### Work item
Look through the material below. Return exactly the lines from the one with "font-size:13px; font-style:normal; color:var(--muted)" through the one with "flex:none; width:22px; height:22px;", both included.

+ + + +

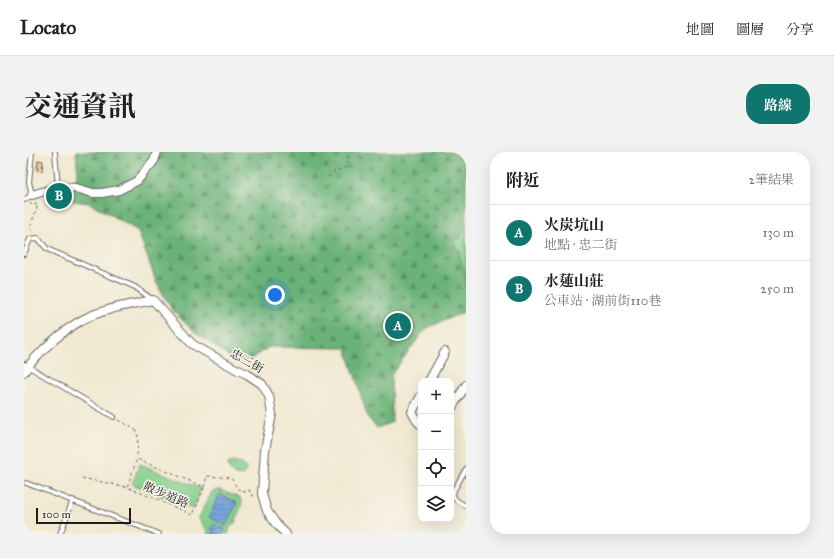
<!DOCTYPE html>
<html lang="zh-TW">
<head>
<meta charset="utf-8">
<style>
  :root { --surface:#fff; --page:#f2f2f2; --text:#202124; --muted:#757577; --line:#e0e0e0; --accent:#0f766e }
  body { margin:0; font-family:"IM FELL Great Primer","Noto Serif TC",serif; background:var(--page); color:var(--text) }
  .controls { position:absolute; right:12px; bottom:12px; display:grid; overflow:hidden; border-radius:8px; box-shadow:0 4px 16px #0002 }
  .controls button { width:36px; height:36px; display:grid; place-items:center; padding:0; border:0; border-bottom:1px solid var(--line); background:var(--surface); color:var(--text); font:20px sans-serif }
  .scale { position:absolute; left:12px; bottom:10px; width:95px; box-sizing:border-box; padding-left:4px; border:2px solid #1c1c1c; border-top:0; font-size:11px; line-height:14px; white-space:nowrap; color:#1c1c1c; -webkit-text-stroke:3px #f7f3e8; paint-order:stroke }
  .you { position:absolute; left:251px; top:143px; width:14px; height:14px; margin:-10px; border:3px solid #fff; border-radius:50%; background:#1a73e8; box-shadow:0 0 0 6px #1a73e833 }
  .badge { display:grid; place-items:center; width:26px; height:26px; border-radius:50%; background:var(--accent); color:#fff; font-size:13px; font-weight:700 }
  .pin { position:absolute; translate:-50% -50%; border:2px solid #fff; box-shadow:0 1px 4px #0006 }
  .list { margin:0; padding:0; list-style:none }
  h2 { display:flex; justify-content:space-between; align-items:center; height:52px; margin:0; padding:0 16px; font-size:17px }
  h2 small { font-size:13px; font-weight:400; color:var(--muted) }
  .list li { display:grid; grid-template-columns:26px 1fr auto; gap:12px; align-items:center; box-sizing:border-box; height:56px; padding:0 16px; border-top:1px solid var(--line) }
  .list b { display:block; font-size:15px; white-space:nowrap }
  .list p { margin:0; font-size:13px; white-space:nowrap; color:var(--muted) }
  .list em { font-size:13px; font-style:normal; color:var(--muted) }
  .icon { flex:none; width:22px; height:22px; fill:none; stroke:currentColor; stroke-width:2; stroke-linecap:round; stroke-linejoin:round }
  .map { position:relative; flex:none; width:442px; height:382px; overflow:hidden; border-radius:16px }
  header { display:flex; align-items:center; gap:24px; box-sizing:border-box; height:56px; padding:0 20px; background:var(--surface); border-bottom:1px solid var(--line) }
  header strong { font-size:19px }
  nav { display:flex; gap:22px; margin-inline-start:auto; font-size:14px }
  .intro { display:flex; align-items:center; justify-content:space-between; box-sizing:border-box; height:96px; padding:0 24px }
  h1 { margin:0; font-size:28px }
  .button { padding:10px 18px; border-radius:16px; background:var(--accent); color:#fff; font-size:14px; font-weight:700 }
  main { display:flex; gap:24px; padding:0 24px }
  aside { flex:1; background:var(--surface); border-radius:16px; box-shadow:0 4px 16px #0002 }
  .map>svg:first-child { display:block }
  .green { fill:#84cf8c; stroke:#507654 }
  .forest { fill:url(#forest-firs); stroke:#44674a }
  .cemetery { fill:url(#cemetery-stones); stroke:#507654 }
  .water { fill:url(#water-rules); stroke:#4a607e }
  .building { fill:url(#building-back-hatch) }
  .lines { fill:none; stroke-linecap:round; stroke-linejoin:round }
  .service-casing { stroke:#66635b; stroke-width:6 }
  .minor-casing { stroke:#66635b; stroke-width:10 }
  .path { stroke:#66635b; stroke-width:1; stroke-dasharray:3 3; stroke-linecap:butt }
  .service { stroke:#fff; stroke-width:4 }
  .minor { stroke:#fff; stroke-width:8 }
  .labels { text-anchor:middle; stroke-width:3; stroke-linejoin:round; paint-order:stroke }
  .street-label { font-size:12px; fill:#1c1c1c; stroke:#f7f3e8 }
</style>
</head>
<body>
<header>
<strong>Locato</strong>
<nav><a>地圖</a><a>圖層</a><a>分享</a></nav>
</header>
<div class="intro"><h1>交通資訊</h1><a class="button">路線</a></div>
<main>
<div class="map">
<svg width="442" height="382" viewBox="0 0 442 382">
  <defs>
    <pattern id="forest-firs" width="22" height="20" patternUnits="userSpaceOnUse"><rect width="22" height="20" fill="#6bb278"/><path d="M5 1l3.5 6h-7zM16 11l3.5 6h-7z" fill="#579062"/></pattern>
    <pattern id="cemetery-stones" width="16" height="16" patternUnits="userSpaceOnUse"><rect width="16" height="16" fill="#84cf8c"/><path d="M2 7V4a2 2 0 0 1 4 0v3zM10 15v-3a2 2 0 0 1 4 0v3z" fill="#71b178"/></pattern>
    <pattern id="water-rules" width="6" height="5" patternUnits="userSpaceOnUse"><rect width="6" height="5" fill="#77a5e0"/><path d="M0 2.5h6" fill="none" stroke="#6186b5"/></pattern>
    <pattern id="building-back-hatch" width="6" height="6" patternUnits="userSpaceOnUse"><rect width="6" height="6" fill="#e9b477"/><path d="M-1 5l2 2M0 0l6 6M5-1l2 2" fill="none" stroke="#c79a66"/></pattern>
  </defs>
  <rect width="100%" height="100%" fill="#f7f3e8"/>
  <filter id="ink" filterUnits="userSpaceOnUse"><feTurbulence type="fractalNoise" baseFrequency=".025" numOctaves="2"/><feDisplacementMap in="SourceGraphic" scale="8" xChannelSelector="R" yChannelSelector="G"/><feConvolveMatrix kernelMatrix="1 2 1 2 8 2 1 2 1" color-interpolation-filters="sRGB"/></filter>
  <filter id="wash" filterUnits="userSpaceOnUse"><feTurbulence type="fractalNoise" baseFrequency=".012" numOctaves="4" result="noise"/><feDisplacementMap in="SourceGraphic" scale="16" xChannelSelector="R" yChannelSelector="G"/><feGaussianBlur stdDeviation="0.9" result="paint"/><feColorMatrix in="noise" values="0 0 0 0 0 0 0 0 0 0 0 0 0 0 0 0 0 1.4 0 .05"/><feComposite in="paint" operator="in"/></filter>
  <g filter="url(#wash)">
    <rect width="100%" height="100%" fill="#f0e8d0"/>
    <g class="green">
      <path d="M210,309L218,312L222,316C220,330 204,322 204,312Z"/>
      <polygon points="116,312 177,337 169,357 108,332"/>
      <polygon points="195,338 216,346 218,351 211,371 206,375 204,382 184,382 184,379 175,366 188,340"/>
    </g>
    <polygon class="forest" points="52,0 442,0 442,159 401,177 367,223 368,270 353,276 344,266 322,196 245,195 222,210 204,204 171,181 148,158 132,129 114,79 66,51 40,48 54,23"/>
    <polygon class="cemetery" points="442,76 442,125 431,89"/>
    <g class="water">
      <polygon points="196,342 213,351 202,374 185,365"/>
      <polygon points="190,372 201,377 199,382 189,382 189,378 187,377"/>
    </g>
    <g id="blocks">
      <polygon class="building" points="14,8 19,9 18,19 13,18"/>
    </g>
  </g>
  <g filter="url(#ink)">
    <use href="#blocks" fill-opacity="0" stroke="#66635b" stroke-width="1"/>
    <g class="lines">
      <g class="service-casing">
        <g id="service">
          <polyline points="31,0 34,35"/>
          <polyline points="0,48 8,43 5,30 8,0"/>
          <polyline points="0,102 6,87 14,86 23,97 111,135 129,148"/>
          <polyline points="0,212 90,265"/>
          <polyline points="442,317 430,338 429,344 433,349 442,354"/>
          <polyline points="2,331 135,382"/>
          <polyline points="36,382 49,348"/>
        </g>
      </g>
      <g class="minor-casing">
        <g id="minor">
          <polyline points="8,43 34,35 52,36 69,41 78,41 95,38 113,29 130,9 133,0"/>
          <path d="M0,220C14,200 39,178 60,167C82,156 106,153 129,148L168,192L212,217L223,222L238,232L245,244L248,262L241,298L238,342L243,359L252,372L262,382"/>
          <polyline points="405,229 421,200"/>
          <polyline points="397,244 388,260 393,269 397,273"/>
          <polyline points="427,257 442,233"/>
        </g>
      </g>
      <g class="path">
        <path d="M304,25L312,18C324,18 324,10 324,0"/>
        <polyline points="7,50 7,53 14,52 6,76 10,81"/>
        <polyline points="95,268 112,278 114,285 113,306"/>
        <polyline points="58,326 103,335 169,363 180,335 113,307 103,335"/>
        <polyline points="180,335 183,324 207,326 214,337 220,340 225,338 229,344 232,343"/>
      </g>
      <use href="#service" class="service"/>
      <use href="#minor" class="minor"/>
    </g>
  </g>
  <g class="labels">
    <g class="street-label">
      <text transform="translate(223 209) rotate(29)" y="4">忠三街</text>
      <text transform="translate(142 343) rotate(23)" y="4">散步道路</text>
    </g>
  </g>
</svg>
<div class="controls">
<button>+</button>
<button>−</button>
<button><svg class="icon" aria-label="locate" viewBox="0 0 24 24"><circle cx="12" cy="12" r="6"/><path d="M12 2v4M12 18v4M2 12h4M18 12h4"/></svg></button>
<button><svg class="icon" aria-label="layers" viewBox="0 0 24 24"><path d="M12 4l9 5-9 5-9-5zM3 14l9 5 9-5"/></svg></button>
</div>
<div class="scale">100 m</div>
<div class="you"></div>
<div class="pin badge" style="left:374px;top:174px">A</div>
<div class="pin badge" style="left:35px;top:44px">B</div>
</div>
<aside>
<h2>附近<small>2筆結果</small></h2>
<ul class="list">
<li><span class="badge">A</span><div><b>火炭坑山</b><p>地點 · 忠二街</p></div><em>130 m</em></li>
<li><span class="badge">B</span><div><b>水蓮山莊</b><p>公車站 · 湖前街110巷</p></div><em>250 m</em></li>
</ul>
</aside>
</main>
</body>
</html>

+ + + +

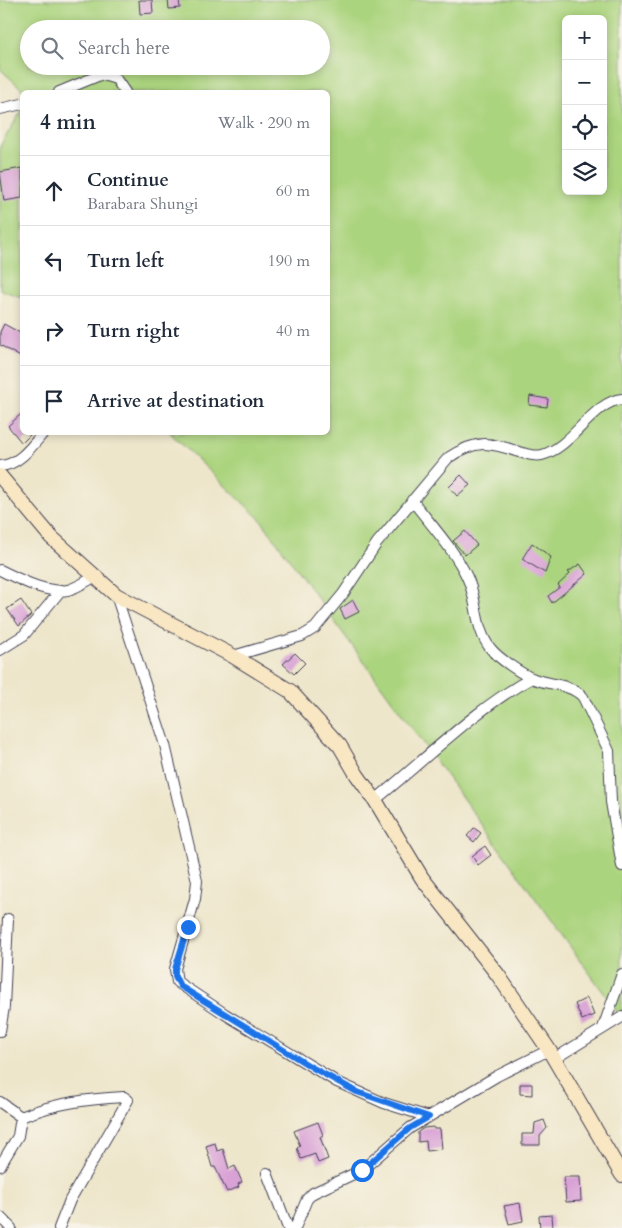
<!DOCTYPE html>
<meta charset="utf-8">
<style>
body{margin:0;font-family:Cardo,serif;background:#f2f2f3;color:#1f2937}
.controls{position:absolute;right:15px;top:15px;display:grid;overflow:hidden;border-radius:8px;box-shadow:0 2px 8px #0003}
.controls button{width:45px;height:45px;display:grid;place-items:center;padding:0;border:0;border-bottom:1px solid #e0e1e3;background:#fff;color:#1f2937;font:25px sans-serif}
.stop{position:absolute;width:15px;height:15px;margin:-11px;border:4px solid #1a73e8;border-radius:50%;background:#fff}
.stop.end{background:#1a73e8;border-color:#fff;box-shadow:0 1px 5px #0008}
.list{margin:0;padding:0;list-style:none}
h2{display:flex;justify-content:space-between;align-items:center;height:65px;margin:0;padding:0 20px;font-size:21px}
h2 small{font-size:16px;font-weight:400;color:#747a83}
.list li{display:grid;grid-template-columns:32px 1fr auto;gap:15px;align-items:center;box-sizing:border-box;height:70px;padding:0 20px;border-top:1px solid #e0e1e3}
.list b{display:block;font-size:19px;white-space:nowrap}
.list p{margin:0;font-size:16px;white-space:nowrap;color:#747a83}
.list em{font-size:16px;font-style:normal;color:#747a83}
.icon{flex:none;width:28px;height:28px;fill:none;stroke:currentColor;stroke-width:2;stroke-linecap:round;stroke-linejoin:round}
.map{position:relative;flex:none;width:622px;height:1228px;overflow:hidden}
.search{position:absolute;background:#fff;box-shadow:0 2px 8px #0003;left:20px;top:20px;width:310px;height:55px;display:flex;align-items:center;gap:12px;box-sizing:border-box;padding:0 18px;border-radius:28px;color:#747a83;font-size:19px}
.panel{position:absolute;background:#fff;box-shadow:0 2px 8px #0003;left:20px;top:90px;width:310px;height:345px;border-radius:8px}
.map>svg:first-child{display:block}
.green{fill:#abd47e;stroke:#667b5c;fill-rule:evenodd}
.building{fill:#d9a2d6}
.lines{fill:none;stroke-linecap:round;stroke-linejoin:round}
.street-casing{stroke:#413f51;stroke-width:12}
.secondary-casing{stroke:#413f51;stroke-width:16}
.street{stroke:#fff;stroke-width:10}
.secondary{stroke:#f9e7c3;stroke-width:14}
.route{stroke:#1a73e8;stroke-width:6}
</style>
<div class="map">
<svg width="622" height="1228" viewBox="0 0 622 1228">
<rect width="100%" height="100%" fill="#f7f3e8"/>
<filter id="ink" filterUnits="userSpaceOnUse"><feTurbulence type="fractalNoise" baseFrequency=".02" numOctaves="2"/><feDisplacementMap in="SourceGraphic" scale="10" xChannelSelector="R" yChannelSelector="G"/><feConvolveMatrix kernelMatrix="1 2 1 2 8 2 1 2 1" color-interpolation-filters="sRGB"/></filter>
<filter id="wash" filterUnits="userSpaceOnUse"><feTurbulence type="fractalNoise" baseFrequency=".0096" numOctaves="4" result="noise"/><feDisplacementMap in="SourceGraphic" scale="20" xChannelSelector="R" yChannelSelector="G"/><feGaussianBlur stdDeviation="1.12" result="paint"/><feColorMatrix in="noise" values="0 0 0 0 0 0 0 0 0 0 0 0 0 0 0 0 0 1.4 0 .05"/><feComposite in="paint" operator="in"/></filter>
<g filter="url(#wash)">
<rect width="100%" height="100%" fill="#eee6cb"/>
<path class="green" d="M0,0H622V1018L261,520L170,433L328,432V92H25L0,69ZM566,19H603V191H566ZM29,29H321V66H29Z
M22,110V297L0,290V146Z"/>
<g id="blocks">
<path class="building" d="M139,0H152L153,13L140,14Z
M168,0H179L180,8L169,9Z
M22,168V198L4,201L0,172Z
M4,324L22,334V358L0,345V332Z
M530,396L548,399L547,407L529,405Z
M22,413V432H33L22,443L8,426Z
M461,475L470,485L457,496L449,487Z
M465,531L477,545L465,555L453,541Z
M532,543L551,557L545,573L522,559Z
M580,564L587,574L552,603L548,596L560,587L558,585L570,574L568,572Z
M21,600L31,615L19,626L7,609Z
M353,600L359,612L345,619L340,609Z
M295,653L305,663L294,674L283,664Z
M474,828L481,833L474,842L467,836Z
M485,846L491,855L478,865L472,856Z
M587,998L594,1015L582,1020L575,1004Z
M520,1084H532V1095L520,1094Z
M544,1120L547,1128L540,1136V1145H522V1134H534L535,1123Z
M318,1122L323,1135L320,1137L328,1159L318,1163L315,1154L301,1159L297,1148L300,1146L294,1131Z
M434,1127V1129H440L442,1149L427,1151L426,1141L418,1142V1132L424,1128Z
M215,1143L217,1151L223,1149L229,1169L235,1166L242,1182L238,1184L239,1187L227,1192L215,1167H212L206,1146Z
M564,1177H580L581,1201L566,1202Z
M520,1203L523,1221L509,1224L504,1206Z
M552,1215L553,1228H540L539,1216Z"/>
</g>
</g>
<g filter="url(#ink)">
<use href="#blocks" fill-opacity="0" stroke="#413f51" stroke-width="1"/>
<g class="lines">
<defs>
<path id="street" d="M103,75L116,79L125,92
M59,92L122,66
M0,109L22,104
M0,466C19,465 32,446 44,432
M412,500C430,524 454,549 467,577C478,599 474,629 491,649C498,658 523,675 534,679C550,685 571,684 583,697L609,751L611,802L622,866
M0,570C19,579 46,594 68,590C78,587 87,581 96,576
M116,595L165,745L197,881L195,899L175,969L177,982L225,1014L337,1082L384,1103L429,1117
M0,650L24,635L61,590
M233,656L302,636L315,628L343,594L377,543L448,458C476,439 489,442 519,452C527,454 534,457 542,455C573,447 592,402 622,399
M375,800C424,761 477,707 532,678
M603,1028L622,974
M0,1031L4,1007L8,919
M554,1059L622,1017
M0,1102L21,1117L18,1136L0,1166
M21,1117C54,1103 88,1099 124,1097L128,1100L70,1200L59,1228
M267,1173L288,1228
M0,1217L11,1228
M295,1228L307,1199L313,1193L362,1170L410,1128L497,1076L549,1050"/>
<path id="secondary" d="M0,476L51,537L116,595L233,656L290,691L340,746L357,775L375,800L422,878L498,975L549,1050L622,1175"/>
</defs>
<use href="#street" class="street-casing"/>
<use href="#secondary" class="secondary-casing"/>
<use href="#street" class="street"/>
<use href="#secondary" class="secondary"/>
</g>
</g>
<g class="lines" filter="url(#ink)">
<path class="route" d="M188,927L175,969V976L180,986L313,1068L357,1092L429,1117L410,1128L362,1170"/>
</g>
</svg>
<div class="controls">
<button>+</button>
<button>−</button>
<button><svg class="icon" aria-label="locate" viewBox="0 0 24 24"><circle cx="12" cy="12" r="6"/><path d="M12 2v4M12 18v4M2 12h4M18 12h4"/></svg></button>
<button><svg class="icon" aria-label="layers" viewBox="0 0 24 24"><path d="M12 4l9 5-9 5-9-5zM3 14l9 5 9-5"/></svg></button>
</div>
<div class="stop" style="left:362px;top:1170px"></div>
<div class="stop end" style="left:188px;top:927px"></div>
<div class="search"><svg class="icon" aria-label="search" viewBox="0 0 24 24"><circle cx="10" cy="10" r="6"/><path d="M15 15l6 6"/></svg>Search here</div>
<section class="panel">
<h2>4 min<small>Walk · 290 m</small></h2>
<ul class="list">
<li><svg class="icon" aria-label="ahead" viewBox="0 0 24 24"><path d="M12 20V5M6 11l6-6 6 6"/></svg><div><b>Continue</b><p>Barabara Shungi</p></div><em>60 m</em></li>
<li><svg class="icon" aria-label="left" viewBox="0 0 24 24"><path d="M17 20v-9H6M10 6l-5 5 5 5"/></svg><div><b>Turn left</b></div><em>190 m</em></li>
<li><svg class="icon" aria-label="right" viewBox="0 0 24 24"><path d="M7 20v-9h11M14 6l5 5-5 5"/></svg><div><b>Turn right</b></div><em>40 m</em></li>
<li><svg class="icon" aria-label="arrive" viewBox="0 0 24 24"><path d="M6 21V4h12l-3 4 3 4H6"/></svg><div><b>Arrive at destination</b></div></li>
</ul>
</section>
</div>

+ + + +

### Answer to the exercise
  .list em { font-size:13px; font-style:normal; color:var(--muted) }
  .icon { flex:none; width:22px; height:22px; fill:none; stroke:currentColor; stroke-width:2; stroke-linecap:round; stroke-linejoin:round }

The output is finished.